Youth of color begin to experience the effects of punitive expansion as early as elementary school (Christle, Jolivette, & Nelson 2005; Gregory, Skiba, & Noguera 2010; Nicholson-Crotty, Birchmeier, & Valentine 2009). Many schools teaching youth of color rely heavily on exclusion practices to discipline students. These practices may contribute to the racial gaps in academic achievement, in addition to the unequal and inadequate education opportunities offered to children and adolescents of color (Gregory et al. 2010). Suspensions tend to interfere with academic achievement, making it difficult for students of color to build on their academic skills and maintain appropriate school behavior. The strong associations among academic failure, exclusionary discipline practices, dropouts, and delinquency greatly contribute to the school-to-prison pipeline (Christle et al. 2005). The lifetime risk of being incarcerated is 58.9 percent among African American males without a high school diploma (Massoglia 2008).

Negative outcomes like involvement with the justice system are more likely for low-income minority youth in urban areas than for youth in resource-rich environments. However, these negative outcomes can potentially be mitigated via the integration of law enforcement, education, and mental health services. Models such as crisis intervention team (CIT) trainings appear to improve officers’ knowledge in handling such cases (Compton et al. 2006), yet evidence for the impact of CIT trainings on reducing incarceration or improving officer safety is mixed (Taheri 2016). In part, success may be limited because of the challenges in translating knowledge to action, and the scarce resources and poor coordination linking at-risk youth with psychiatric needs with appropriate care (Compton et al. 2010). Little is known about how cross-sector collaborations across the criminal justice, mental health, and education systems address emerging mental health needs, despite the fact that at-risk youth are often identified as needing services in schools, and that police departments are often the first and only point of contact between at-risk youth and the social service system.

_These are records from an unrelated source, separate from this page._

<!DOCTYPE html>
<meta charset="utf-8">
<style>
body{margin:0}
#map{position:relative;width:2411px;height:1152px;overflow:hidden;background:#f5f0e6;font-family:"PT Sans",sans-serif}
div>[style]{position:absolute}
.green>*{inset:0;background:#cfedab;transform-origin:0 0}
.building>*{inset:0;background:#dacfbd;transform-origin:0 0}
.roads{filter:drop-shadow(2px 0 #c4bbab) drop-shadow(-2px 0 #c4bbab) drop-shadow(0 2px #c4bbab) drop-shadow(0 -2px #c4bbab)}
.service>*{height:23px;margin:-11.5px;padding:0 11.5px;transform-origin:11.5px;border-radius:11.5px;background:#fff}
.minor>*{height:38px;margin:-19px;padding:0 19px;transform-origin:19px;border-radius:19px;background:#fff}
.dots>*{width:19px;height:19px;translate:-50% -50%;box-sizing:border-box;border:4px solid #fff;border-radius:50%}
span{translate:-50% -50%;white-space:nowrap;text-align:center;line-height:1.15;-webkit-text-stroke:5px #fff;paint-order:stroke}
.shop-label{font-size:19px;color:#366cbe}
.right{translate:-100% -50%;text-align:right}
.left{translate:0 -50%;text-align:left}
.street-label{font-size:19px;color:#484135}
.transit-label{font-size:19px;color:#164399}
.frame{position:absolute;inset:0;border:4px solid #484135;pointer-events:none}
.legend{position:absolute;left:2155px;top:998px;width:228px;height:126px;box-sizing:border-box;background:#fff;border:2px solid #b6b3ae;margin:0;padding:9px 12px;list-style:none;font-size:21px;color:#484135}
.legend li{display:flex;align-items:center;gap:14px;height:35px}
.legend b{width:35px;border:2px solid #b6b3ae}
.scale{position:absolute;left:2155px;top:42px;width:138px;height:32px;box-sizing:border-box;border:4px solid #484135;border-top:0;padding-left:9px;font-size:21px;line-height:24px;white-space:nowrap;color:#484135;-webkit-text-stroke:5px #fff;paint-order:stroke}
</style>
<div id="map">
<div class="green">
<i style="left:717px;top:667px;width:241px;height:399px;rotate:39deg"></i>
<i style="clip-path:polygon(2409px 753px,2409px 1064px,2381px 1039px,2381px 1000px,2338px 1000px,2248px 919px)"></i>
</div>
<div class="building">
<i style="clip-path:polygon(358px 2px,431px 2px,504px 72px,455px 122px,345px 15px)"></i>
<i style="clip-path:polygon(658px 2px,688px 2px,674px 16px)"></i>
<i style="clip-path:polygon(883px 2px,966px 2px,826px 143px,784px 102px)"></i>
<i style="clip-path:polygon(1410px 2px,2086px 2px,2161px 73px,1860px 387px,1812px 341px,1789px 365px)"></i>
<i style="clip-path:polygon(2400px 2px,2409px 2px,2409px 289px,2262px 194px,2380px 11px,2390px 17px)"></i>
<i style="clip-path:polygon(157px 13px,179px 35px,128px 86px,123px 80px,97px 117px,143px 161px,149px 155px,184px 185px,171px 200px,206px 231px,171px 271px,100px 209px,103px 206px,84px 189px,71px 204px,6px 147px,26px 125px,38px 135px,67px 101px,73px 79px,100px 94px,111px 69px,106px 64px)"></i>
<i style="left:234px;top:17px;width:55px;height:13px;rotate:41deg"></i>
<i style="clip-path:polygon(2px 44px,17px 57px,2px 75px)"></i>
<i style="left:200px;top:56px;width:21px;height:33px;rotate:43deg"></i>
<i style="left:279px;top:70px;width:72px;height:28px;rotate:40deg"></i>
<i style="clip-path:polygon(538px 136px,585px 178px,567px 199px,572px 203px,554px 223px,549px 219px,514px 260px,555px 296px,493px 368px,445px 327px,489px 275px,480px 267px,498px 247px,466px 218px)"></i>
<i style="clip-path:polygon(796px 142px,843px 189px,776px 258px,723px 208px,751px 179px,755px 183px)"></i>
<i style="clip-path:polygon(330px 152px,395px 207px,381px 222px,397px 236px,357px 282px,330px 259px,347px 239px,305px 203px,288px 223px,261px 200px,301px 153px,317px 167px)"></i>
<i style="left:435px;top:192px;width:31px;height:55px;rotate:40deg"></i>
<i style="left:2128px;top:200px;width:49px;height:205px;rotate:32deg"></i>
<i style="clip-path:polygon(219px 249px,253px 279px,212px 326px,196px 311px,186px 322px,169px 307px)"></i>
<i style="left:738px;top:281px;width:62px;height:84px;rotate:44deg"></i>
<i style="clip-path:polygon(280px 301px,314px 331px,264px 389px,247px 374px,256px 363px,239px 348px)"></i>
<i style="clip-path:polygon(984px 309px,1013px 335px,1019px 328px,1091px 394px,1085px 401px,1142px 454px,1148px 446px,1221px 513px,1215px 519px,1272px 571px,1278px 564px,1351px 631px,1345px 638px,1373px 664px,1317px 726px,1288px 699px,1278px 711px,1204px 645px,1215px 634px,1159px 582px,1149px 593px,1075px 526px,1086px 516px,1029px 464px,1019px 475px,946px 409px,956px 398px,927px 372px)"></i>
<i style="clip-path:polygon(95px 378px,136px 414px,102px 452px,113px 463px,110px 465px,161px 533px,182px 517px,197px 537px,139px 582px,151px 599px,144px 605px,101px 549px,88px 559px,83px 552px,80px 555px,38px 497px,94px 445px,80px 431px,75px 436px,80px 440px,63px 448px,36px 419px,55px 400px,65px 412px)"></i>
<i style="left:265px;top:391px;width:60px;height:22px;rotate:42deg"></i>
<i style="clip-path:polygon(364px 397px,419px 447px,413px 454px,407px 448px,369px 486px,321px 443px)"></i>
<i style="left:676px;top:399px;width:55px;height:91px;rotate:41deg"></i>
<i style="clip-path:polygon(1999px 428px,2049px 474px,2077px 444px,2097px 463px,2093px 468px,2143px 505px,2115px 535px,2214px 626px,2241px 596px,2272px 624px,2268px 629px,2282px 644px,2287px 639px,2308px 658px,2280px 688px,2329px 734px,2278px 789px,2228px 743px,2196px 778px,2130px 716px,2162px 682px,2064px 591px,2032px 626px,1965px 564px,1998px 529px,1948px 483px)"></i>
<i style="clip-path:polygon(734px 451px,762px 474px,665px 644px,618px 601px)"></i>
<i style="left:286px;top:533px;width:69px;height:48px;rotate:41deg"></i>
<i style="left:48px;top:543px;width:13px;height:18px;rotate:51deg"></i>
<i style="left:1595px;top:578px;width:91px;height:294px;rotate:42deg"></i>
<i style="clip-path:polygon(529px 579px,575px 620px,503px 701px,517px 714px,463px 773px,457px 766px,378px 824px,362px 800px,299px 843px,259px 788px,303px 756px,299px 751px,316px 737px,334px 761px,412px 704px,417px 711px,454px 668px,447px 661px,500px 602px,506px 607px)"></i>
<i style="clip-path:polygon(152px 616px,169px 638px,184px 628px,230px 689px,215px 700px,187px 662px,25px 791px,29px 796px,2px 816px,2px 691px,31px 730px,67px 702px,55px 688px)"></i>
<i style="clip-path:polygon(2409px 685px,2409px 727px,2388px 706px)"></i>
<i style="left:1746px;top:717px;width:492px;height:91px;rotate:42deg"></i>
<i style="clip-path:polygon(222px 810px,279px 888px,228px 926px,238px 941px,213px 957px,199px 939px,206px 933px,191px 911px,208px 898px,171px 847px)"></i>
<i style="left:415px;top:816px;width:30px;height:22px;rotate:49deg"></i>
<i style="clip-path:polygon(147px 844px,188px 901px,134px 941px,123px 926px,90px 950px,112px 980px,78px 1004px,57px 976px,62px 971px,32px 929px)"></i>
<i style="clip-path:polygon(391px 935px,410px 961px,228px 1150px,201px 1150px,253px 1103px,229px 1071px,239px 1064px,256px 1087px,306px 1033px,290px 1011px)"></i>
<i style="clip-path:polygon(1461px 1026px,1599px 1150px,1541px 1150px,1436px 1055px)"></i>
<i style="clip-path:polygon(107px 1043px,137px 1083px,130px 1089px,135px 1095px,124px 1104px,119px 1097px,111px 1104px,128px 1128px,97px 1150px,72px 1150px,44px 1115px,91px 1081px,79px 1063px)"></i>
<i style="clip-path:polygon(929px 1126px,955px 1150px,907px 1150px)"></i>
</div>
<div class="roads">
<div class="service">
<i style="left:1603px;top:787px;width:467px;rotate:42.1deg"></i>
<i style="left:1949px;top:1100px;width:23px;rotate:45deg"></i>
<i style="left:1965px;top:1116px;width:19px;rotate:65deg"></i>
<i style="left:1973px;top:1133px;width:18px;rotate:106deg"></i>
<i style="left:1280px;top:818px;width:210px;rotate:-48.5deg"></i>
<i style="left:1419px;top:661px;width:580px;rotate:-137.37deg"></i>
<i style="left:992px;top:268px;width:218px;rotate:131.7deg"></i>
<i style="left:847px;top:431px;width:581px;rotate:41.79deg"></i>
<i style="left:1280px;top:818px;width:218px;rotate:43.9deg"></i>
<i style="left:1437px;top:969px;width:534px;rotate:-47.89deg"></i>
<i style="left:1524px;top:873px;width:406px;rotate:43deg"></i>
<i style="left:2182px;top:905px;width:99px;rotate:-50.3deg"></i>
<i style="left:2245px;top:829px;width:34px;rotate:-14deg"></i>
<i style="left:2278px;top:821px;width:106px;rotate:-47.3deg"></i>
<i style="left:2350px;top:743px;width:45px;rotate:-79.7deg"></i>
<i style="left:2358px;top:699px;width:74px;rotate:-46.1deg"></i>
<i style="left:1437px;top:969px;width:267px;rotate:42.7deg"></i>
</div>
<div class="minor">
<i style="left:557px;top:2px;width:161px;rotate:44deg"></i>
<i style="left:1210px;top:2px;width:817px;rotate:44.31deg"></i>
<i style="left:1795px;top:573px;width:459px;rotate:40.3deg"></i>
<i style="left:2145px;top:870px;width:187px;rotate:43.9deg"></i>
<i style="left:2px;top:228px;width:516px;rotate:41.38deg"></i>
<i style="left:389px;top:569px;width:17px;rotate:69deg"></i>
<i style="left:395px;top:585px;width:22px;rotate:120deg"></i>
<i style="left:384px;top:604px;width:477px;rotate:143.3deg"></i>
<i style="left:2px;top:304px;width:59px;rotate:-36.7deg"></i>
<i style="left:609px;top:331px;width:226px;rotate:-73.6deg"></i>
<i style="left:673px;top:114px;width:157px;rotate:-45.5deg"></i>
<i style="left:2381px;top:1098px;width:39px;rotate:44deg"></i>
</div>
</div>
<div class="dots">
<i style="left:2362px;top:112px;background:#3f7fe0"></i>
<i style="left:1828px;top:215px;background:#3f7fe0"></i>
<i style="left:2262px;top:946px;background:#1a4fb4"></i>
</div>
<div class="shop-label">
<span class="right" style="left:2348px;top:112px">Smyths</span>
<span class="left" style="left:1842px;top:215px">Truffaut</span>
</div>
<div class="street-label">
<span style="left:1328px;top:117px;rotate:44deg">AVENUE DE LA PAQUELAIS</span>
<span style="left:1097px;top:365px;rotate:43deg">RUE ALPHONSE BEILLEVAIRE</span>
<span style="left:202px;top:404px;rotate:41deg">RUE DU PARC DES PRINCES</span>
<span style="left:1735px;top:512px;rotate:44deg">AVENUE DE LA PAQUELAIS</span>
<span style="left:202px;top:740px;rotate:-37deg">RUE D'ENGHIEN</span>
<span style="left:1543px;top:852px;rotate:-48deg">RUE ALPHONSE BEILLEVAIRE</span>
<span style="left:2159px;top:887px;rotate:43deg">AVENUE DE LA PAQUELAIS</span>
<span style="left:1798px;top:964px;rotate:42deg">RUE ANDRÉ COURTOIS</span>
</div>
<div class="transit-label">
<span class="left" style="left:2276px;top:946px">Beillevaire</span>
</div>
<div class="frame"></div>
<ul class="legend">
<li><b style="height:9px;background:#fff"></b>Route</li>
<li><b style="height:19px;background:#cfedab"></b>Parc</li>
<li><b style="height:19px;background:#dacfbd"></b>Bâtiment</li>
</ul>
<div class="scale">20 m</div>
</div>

In this report, we conduct a scan of the academic and grey literature on the intersection of the criminal justice, mental health, and education systems, and how it influences the lives of at-risk racial/ethnic minority youth (boys and young men of color). First, we identify a set of public health and social science studies that examine the associations between the systems named above and outcomes for at-risk youth, using the social ecological model as an organizing framework to elucidate the multilevel determinants of advantage and disadvantage among at-risk youth. Second, we identify interventions that aim to improve outcomes for racial/ ethnic minority at-risk youth at the intersection of these three structural systems.